Fluxus Landscape: An Expansive View of AI Ethics and Governance is an art and research project by Şerife Wong, created in partnership with the Center for Advanced Study in the Behavioral Sciences (CASBS) at Stanford University with support from The Stanford Institute for Human-Centered Artificial Intelligence (HAI). The project maps and categorizes about 500 AI ethics and governance stakeholders and actors. Its goals are both practical and artistic: to help the global community interested in AI ethics and governance discover new organizations, and encourage a broader, more nuanced perspective on the AI ethics and governance landscape.

For the purposes of this project, AI ethics and governance includes private and public actors working on: fairness, transparency, and accountability; governance, national frameworks, and labor disruption; societal impacts in issue areas such as privacy, criminal justice, and human and civil rights; AI safety, security, and control; and advocacy, collaboration, and democratization initiatives. A small number of actors – primarily artists – whose work demonstrates creative exploration in AI ethics are also included. “AI for good” companies or organizations advocating for the beneficial use of AI are not included unless they also work on harmful societal impacts (real and potential) of AI. Educational programs, such as those featuring classes on AI ethics, are not included; those educating underrepresented groups in AI are included if the organization's mission statement centers on education as part of an ethical goal.

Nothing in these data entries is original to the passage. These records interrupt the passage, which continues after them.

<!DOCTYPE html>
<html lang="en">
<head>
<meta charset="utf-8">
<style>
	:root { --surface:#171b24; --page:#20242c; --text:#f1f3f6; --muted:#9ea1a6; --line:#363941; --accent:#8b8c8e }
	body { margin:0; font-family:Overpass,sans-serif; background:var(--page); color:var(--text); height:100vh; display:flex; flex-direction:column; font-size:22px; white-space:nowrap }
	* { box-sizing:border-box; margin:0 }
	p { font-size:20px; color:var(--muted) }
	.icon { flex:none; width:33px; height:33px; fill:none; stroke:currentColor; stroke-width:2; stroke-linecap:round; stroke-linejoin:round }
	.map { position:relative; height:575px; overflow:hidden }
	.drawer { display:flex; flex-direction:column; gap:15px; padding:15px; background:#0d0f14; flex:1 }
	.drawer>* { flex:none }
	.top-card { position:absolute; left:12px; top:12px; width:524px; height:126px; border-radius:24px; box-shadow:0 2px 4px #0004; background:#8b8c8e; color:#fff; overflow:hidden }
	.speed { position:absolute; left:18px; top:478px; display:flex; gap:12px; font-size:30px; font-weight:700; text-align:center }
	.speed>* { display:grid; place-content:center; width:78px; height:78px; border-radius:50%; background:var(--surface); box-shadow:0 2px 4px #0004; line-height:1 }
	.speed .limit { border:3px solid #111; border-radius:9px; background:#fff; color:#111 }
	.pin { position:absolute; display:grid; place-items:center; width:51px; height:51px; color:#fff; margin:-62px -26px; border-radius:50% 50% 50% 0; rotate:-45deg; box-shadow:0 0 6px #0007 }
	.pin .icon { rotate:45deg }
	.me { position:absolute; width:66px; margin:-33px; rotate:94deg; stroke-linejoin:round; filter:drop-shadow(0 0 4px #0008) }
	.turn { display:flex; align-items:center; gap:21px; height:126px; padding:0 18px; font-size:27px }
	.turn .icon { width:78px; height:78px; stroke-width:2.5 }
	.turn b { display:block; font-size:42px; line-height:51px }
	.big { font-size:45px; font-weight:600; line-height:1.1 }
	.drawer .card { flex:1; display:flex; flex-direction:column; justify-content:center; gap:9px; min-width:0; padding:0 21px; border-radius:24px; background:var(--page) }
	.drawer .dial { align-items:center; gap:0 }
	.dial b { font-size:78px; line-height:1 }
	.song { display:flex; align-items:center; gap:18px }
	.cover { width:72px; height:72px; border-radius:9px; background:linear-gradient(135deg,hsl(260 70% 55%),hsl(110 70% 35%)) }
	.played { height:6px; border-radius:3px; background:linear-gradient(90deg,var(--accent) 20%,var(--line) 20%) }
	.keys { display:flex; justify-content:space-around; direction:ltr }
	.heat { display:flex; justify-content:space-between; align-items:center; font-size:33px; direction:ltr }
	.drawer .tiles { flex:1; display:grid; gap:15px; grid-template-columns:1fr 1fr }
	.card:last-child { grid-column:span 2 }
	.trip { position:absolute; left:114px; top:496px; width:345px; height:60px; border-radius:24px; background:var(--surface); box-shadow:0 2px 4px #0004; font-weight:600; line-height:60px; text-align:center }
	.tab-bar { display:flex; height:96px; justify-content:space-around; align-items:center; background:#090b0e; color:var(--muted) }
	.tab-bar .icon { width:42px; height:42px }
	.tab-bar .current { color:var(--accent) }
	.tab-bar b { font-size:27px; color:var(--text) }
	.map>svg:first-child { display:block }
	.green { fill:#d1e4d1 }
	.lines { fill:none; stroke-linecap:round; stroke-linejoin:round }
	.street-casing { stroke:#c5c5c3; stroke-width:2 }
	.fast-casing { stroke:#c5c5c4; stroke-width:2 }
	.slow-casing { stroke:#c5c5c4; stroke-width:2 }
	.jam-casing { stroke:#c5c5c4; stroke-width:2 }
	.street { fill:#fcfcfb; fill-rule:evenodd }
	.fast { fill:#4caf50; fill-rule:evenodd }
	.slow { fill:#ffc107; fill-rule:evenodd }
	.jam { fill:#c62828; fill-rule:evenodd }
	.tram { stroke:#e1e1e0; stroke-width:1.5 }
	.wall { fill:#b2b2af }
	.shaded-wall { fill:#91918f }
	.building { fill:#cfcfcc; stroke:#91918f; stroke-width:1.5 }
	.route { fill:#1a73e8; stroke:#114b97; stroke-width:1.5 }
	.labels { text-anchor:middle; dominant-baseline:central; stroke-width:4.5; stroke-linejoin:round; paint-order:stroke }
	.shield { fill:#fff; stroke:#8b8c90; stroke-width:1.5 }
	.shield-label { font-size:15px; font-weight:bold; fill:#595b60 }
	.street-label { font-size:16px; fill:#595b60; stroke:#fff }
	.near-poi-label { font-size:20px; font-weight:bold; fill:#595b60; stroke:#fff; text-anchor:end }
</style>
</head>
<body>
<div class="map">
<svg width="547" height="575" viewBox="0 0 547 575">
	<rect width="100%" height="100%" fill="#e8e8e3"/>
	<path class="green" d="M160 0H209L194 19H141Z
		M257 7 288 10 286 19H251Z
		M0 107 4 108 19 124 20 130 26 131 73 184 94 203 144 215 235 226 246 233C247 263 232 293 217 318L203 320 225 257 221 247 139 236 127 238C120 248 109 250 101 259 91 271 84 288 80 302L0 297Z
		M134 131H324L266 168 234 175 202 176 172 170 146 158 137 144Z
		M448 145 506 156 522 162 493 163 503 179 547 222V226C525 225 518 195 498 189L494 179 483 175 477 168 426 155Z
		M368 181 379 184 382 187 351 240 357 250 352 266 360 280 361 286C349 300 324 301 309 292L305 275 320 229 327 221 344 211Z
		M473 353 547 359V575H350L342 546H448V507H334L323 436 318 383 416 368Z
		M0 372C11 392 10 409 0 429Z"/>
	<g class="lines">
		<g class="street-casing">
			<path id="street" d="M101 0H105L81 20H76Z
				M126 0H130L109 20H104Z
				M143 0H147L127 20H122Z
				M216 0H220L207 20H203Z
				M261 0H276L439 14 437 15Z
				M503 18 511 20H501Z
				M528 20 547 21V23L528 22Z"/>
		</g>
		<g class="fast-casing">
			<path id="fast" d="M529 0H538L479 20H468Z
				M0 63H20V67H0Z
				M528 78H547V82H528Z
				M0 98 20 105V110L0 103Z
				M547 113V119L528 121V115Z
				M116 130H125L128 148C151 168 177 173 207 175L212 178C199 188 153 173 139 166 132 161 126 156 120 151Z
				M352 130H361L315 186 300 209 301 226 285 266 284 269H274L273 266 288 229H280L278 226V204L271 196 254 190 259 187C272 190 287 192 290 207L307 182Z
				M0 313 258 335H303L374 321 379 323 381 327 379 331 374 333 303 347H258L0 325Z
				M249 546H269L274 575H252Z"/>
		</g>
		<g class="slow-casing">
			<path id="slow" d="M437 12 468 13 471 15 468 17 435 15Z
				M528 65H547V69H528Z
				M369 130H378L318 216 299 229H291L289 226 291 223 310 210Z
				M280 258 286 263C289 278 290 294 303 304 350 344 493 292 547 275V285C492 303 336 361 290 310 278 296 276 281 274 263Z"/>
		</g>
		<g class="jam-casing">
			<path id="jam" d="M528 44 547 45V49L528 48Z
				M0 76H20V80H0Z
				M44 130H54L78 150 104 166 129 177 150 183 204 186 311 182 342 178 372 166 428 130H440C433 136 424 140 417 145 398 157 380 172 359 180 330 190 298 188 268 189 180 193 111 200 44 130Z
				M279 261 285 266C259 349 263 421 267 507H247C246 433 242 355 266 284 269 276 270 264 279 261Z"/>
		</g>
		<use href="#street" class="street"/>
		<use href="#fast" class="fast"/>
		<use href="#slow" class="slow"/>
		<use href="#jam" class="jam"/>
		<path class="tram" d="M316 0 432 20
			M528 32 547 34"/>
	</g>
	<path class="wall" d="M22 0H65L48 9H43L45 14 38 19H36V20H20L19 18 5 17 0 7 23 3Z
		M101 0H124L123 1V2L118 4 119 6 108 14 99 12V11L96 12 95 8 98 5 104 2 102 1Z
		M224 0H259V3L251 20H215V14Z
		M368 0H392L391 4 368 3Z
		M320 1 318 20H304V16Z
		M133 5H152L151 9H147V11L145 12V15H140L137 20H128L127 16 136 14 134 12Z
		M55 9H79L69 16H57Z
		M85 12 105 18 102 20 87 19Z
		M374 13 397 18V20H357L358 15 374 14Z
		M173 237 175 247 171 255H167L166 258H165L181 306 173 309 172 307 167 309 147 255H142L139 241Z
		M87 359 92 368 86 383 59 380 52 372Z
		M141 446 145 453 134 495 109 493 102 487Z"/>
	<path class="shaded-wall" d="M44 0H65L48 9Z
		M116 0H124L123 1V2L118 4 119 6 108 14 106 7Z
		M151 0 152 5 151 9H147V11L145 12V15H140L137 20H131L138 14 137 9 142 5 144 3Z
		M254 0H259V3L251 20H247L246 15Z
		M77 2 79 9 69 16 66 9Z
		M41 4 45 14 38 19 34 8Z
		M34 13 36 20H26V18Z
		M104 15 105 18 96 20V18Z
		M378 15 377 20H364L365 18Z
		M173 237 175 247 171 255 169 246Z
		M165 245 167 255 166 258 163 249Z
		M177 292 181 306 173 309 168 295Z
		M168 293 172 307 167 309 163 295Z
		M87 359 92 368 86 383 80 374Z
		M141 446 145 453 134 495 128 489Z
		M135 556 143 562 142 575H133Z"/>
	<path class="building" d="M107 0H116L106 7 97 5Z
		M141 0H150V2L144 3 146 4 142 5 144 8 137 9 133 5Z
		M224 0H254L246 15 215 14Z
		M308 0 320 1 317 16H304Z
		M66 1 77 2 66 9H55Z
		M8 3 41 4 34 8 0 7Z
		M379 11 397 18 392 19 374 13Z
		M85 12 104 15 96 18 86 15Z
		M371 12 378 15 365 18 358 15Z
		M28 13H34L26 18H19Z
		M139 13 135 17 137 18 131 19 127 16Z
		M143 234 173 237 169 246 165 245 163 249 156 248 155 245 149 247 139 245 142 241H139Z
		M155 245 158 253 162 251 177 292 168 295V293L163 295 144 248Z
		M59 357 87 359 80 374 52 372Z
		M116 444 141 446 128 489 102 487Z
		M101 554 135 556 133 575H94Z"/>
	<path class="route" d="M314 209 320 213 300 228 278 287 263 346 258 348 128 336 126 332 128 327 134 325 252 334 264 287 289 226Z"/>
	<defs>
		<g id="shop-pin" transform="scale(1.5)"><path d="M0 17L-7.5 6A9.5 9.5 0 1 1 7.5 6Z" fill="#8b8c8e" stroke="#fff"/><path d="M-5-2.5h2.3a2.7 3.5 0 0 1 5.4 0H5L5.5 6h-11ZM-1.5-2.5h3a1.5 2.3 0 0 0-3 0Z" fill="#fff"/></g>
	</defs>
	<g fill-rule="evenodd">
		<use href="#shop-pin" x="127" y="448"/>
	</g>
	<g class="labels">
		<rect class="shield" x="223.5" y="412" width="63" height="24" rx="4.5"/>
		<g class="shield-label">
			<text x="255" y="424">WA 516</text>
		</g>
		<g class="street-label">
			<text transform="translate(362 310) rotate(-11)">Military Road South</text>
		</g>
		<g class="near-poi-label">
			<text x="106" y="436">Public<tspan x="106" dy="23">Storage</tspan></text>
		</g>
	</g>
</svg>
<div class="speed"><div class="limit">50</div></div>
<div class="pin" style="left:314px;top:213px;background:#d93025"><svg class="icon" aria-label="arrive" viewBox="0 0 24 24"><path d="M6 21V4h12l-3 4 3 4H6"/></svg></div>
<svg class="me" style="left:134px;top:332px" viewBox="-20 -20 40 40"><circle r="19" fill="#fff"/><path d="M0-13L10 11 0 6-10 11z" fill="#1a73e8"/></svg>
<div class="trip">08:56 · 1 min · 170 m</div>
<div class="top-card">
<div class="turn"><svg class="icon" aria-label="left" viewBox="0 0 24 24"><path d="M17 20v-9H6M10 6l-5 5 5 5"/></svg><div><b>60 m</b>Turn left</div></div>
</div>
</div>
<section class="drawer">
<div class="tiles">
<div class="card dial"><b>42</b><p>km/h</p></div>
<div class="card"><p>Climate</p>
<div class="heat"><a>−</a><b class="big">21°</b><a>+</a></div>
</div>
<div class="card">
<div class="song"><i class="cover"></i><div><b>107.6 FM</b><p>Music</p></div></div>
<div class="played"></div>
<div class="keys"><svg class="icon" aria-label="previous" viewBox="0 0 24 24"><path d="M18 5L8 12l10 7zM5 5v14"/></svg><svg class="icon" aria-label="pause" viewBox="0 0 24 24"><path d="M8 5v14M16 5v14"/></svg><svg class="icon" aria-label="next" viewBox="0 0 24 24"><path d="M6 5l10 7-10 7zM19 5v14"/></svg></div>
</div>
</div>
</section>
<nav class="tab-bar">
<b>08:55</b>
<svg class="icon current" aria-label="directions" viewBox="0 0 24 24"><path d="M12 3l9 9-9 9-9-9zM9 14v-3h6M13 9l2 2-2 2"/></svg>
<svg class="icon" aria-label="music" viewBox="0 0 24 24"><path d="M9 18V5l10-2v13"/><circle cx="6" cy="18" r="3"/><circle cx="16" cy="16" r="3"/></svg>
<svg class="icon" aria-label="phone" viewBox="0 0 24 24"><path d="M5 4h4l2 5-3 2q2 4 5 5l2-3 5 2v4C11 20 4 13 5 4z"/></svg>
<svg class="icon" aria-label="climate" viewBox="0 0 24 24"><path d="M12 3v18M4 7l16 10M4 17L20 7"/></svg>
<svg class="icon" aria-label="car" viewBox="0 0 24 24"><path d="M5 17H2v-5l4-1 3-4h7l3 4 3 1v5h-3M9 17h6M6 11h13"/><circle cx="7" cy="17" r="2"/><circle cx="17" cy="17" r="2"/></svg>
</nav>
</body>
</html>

a diagram with dozens of colorful points connecting AI groups across different countries

Fluxus Landscape enables users to explore AI ethics consultancies, ethics initiatives at tech companies, governing bodies, AI governance task forces, AI legislation, university research centers, and significant conferences. Innovative and creative initiatives in civil society are especially well represented through a selection of trade associations, non-profits, worker movements, grassroots activist groups, artists, and more. The artist prompts audiences to consider and question where they draw their own boundaries concerning groups that should be included in AI policy conversations. Navigating the map reveals organizations with divergent political and economic agendas demonstrating complex tensions and the difficulties of finding consensus in AI ethics and governance.

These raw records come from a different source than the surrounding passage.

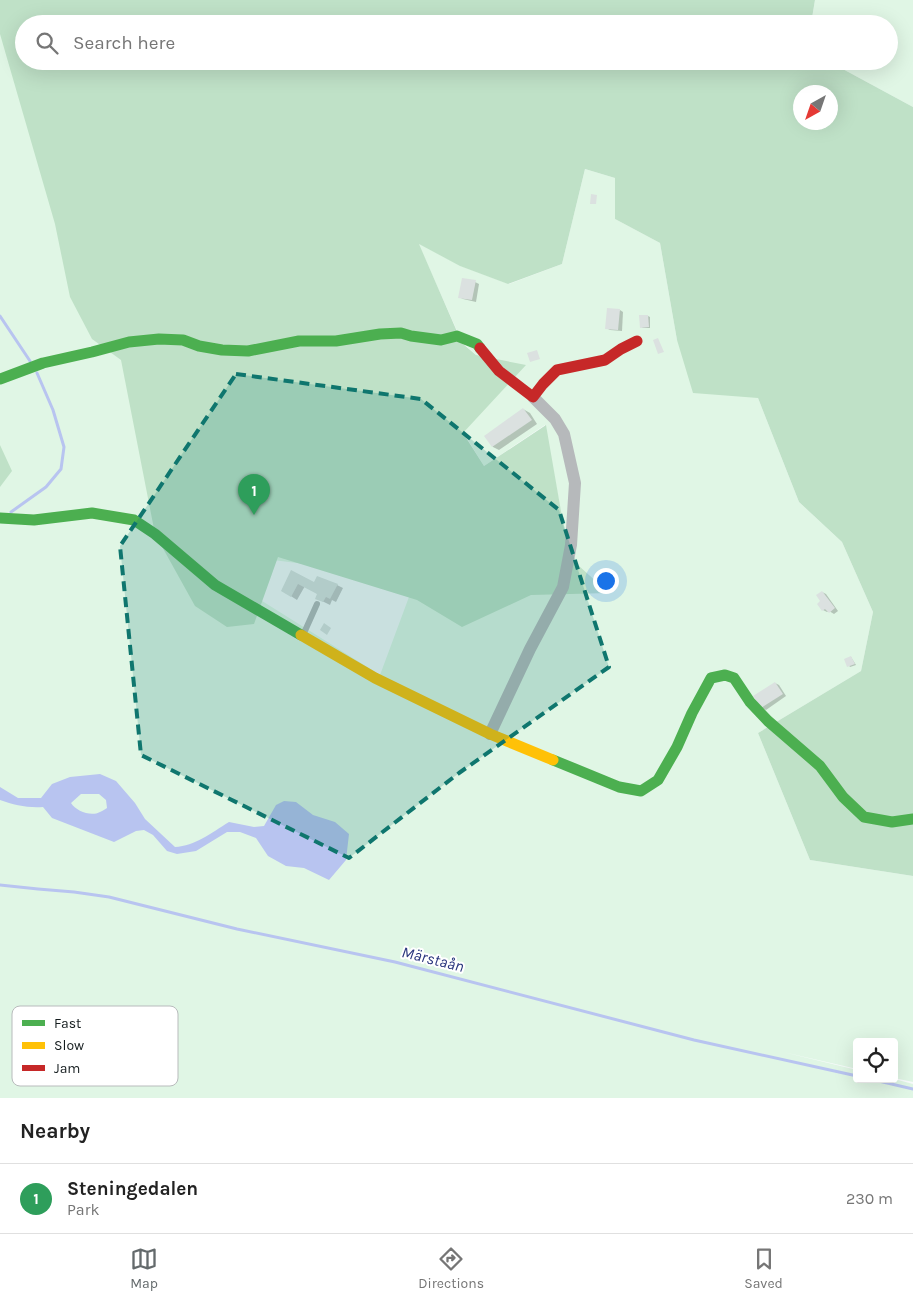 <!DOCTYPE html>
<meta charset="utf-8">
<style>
:root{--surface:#fff;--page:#f6f6f6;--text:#222;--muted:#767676;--line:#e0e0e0;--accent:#646a6c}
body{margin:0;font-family:Karla,sans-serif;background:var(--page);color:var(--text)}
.controls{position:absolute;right:15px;bottom:15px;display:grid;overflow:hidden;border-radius:5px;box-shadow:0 5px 20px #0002}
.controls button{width:45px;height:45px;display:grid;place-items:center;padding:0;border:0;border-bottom:1px solid var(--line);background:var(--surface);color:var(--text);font:25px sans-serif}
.compass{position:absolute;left:793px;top:85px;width:45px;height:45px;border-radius:50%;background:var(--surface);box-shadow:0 5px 20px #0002;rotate:220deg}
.you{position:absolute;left:605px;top:580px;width:18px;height:18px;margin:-12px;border:4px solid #fff;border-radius:50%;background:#1a73e8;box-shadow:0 0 0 8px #1a73e833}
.badge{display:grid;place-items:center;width:32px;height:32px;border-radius:50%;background:var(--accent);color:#fff;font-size:16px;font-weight:700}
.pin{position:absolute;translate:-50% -41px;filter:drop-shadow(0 1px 2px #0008)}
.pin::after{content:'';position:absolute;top:26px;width:18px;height:15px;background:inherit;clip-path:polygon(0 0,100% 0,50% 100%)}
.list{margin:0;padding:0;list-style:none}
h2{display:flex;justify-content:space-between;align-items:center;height:65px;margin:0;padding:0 20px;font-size:21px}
h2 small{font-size:16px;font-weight:400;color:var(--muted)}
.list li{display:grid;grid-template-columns:32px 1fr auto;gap:15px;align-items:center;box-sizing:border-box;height:70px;padding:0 20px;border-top:1px solid var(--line)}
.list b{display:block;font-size:19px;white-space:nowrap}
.list p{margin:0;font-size:16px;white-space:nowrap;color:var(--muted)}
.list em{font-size:16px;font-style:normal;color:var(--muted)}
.icon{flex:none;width:28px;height:28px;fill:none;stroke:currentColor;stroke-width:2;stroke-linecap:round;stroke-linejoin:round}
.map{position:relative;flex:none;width:913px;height:1098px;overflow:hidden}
.search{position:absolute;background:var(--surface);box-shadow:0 5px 20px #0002;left:15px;right:15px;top:15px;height:55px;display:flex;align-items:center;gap:12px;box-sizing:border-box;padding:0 18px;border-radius:28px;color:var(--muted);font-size:19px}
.sheet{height:135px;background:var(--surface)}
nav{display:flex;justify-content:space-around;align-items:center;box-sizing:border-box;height:70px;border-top:1px solid var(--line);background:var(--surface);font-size:14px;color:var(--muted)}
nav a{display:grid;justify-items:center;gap:2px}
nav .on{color:var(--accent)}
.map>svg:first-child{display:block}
.green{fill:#e0f6e5;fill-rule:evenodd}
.forest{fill:#bfe1c7;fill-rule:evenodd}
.water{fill:#b8c4f0;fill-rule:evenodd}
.shadow{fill:#0003}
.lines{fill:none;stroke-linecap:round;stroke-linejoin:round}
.stream{stroke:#b8c4f0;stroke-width:3}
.building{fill:#dbe1e0}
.lane{stroke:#b6b9bb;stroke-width:6}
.street{stroke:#b6b9bb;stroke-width:12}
.fast{stroke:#4caf50;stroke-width:11}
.slow{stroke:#ffc107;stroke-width:11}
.jam{stroke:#c62828;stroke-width:11}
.marked{fill:#0f766e;fill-opacity:0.2;stroke:#0f766e;stroke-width:4;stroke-dasharray:10 6;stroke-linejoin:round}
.labels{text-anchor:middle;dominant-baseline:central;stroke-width:4;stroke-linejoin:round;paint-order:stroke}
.water-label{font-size:16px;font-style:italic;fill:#29357d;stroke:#fff}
.key{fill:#fff;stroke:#b8bbbc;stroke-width:1}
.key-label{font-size:14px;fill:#141c1e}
</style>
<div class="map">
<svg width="913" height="1098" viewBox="0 0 913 1098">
<rect width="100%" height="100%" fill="#f8fbfc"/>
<g class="green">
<path d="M 0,0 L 24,24 L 24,61 L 471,470 L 569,557 L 545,425 L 484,466 L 463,432 L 476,355 L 462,342 L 418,243 L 461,266 L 509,284 L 562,264 L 585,169 L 615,178 L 615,219 L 660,243 L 677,340 L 758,398 L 799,502 L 842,542 L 873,612 L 861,671 L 758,733 L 810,860 L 913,876 L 913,1082 L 894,1078 L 894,1042 L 857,1042 L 857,1069 L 783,1052 L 857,1070 L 857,1079 L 894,1079 L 913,1084 L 913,1098 L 0,1098 ZM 273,560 L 416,578 L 380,675 L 259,599 Z"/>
<polygon points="815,0 913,0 913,107 828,61 889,61 889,24 811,24"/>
</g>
<g class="forest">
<path d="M 0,0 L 815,0 L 811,24 L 24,24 L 24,61 L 828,61 L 913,107 L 913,876 L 810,860 L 758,733 L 861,671 L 873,612 L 842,542 L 799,502 L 758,398 L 693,393 L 677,340 L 660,243 L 615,219 L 615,178 L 585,169 L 562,264 L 508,284 L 460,266 L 419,244 L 462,343 L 476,355 L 526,365 L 463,433 L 484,466 L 546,425 L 569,557 L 609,593 L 531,595 L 462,627 L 417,600 L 278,557 L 254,624 L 227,627 L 195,606 L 155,534 L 121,360 L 92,339 L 70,297 L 55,224 L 0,34 ZM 800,92 L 830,92 L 830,122 L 800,122 Z"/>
<polygon points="0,445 12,471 0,487"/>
</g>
<path class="water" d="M 100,774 L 116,781 L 135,803 L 145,819 L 175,847 C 195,846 211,833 229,822 L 254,827 L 264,826 L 276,805 L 284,801 L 296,802 L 313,815 L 335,822 L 349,834 L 346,860 L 329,880 L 304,868 L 286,866 L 268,856 L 256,838 L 240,832 L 227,832 L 196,851 L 177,854 L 167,851 L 153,835 L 144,830 L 136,831 L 114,842 L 52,818 L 43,807 C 27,808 14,805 0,800 L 0,787 L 18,798 L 41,798 L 52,784 L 70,777 ZM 81,794 L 99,794 L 106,800 L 107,808 C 105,809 103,811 100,812 C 91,817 76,811 71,803 Z"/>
<g class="shadow">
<polygon points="475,282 479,284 476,302 463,299 459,297"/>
<polygon points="620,310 623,312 622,331 610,330 606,328"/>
<polygon points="648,316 650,317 650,328 643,328 641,327"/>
<polygon points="523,409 530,413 537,424 499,450 493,447 486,436"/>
<polygon points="292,572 314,584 337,585 343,588 336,602 332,600 330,605 316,598 318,594 305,586 297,600 283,591"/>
<polygon points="822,592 826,594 838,611 834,614 829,611 827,612 823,610"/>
<polygon points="851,657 856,665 850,667 845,660"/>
<polygon points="775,683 779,685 786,696 766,710 762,708"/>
</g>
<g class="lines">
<g class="stream">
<polyline points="0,316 30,361"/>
<polyline points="11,512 46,487 61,469 64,447 53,410 37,373"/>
<polyline points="0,885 38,889 74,892 109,897 237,929 395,962 694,1040 857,1076"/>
<polyline points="870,1079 913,1089"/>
</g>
</g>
<g class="building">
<polygon points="591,194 597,195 596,204 590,204"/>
<polygon points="462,278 476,280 472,300 458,298"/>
<polygon points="607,308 620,309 618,330 605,329"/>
<polygon points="639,315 648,315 649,327 640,328"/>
<polygon points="658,338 664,352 658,354 653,340"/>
<polygon points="537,350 540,359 530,362 527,353"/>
<polygon points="523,408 532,420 492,447 484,436"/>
<polygon points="291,570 314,582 317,576 338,584 330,599 326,597 323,602 315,599 317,594 298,584 291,597 281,591"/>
<polygon points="822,591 835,608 829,613 825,609 822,611 817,604 820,601 816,595"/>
<polygon points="324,623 331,628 327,635 320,630"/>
<polygon points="851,656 855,664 847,667 844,659"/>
<polygon points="775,682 783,694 761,708 753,696"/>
</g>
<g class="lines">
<polyline class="lane" points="304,633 317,604"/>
<polyline class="street" points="490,734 530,649 563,587 571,545 575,483 564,434 555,419 533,397"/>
<g class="fast">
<polyline points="0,379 43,363 92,352 129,342 159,339 183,340 199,346 222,350 248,351 299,341 336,341 380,334 401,333 411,336 441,340 457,336 477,344 480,348"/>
<polyline points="0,518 34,520 92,513 134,520 155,534 215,585 301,635"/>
<polyline points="553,760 619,787 641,791 658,780 677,747 692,713 711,678 725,675 734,678 750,702 768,721 820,766 843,797 864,817 892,822 913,819"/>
</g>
<polyline class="slow" points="301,635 375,678 490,734 553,760"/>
<polyline class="jam" points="480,348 499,371 533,397 543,384 557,370 605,360 621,349 637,341"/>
</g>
<path class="marked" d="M 236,374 L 421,399 L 559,510 L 609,667 L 459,773 L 349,858 L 141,755 L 120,546 Z"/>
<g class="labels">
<g class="water-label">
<text transform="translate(433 959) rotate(14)">Märstaån</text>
</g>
</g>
<rect x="12" y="1006" width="166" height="80" rx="8" class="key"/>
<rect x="22" y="1020" width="23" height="6" fill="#4caf50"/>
<rect x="22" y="1042" width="23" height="7" fill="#ffc107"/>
<rect x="22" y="1065" width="23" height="6" fill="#c62828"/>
<g class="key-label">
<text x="54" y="1028">Fast</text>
<text x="54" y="1050">Slow</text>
<text x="54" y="1073">Jam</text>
</g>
</svg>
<div class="controls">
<button><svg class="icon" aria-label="locate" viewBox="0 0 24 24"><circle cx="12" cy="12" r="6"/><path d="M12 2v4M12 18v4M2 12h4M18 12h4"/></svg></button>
</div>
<svg class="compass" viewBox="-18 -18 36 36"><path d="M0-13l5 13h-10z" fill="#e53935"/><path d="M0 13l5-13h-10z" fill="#767676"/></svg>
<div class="you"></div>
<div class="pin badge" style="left:254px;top:515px;background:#2e9e5b">1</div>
<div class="search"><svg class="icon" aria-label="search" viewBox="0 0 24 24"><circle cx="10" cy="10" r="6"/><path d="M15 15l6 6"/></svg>Search here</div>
</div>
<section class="sheet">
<h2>Nearby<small></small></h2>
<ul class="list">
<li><span class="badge" style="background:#2e9e5b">1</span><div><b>Steningedalen</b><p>Park</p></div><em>230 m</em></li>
</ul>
</section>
<nav>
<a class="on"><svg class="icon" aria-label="map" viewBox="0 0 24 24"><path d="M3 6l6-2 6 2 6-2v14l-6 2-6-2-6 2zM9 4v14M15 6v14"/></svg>Map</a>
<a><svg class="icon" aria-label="directions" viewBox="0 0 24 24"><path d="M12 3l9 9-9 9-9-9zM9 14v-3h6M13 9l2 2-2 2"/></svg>Directions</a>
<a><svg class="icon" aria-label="saved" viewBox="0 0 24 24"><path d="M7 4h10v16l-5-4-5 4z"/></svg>Saved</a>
</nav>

The map was created on network mapping platform Kumu and was edited and refined with feedback from over 20 individuals from a variety of sectors. It is shared publicly through Creative Commons license CC BY-SA 4.0 and encourages collaboration and building upon the work. Kumu users may make a replica of the map and edit or add their own data for analytical studies.

Explore Fluxus Landscape


Şerife Wong is a Bay Area artist and AI ethics advocate. In 2018, she founded Icarus Salon, an initiative to enrich the dialogue on the ethics of emerging technology. She created the Impact Residency at Autodesk’s Pier 9 Technology Center (2015-2018) where she worked with over 100 leading creative technologists exploring the future of robotics, AR/VR, engineering, 3D printing, and architecture. Şerife Wong has also worked on the development team at the Electronic Frontier Foundation. As an artist, she has had solo art exhibits in New York, Vienna, and Mexico City, and exhibited internationally at venues such as Art Basel Miami, Shanghai Art Fair, FIAC Paris, ARCO Madrid, and Art Cologne. In 2019, she was a jury member at Ars Electronica for STARTS, the grand prize of the European Commission honoring Innovation in Technology, Industry and Society stimulated by the Arts and was on the scientific advisory panel for USAID on the future use of AI to address humanitarian challenges.

Founded in 1954, the Center for Advanced Study in the Behavioral Sciences (CASBS) at Stanford University is renowned as a place where deep thinkers from diverse disciplines and communities come together to confront critical issues of our time. At CASBS, boundaries and assumptions are challenged and cross-disciplinary thinking is the norm. The Center has hosted generations of distinguished scholars and scientists who, in the spirit of collaboration, form an enduring community that advances our understanding of the full range of human beliefs, behaviors, interactions, and institutions.